A sample intersection query
Let us now compare the performance of an intersection query when using the traditional and Static RI-Tree approaches. Let us run a query that finds all intervals intersecting the interval [826216, 826254] in the Intervals table (traditional approach) and Intervals4 table (Static RI-Tree approach).
Traditional approach: Running the query against the Intervals table is very simple, as Listing 16 shows. However, SQL Server ends up scanning too much data because there isn’t an index setup that can make good use of both the @lower and @upper parameters. To remedy this situation, we can attempt to create useful indexes, as shown in Listing 17.
When we run the query again after the indexes are created, SQL Server creates an execution plan involving one of the indexes, basing its choice on the current stated values of @lower and @upper, as Figure 4 shows. It then reuses the plan in subsequent queries, even when the other index would have been more appropriate. This means there is no stable plan in the cache. Thus, even when using one of the indexes, SQL Server ends up scanning too much data. On my computer, this query involved 15,498 logical reads and consumed 358 milliseconds of CPU. (Typically, the RECOMPILE query hint can be used to improve this type of situation, but in this case, the query would not benefit from cached plans.)

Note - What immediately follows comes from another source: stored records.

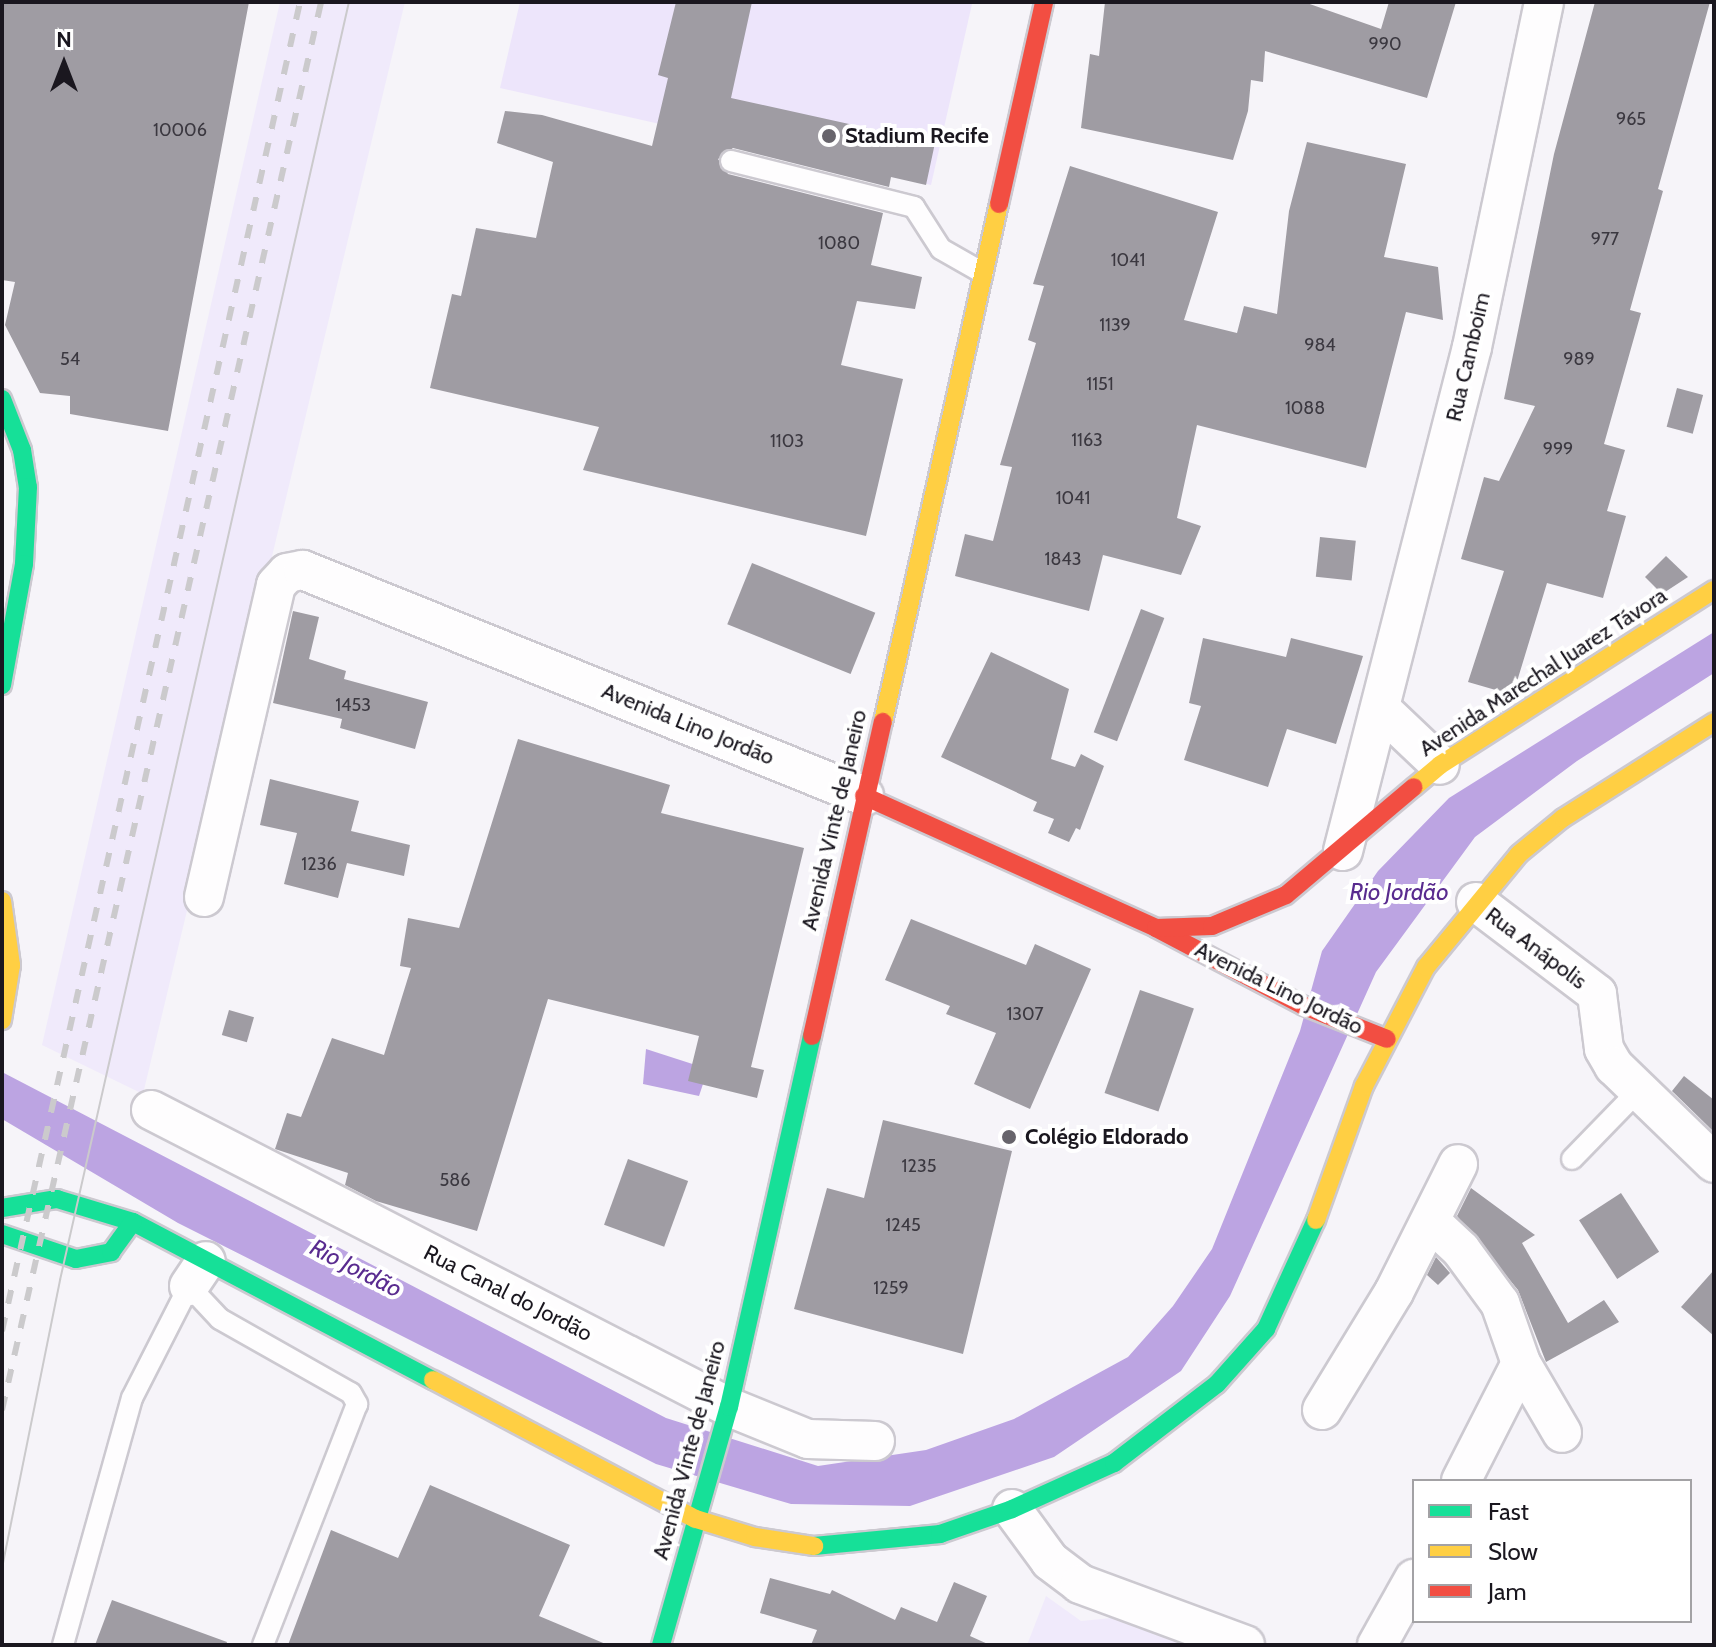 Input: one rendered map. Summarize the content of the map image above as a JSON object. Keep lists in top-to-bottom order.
{
  "streets": {
    "main road": ["Avenida Marechal Juarez Távora", "Avenida Lino Jordão", "Avenida Vinte de Janeiro"],
    "street": ["Rua Camboim", "Rua Anápolis", "Rua Canal do Jordão"]
  },
  "crossings": [
    ["Rua Camboim", "Avenida Marechal Juarez Távora"],
    ["Avenida Marechal Juarez Távora", "Avenida Lino Jordão"],
    ["Avenida Lino Jordão", "Avenida Vinte de Janeiro"],
    ["Avenida Vinte de Janeiro", "Rua Canal do Jordão"]
  ],
  "water": ["Rio Jordão"],
  "places": ["Stadium Recife", "Colégio Eldorado"],
  "house_numbers": [
    "990",
    "965",
    "10006",
    "977",
    "1080",
    "1041",
    "1139",
    "984",
    "54",
    "989",
    "1151",
    "1088",
    "1163",
    "1103",
    "999",
    "1041",
    "1843",
    "1453",
    "1236",
    "1307",
    "1235",
    "586",
    "1245",
    "1259"
  ],
  "legend": ["Fast", "Slow", "Jam"],
  "north": "top"
}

Static RI-Tree approach: Intersection queries using the Static RI-Tree approach involve the BitMasks table. Sample code for filling the BitMasks table is shown in Listing 18.
Listing 19 shows the query that will be run against the BitMasks table. This is the same query used in the traditional approach, except it has been adapted for use with the Static RI-Tree. Before we can run this query, though, we need to create the indexes on the Intervals4 table using the code in Listing 20.
For this query, SQL Server generates a stable execution plan, as shown in Figure 5. The great advantage of this plan is that it can be reused for all intersection queries because it does not depend on any selectivity. On my machine, this query involved 124 logical reads and consumed 0 milliseconds of CPU.
Note that, to favor code reuse, the leftNodes and rightNodes tables can be implemented as inline table-valued functions, which SQL Server expands at execution time (see Listing 21). In this instance, no additional performance penalty due to a function call is incurred. Listing 22 shows the intersection query using these functions.
In this article, I presented the Static RI-Tree, which uses an INSERT SELECT statement to insert intervals in batches into the database with good performance. I also presented a way to enhance the performance of interval queries by using a set-based query instead of having to use procedural code with loops and iterations, which typically runs slower in an RDBMS.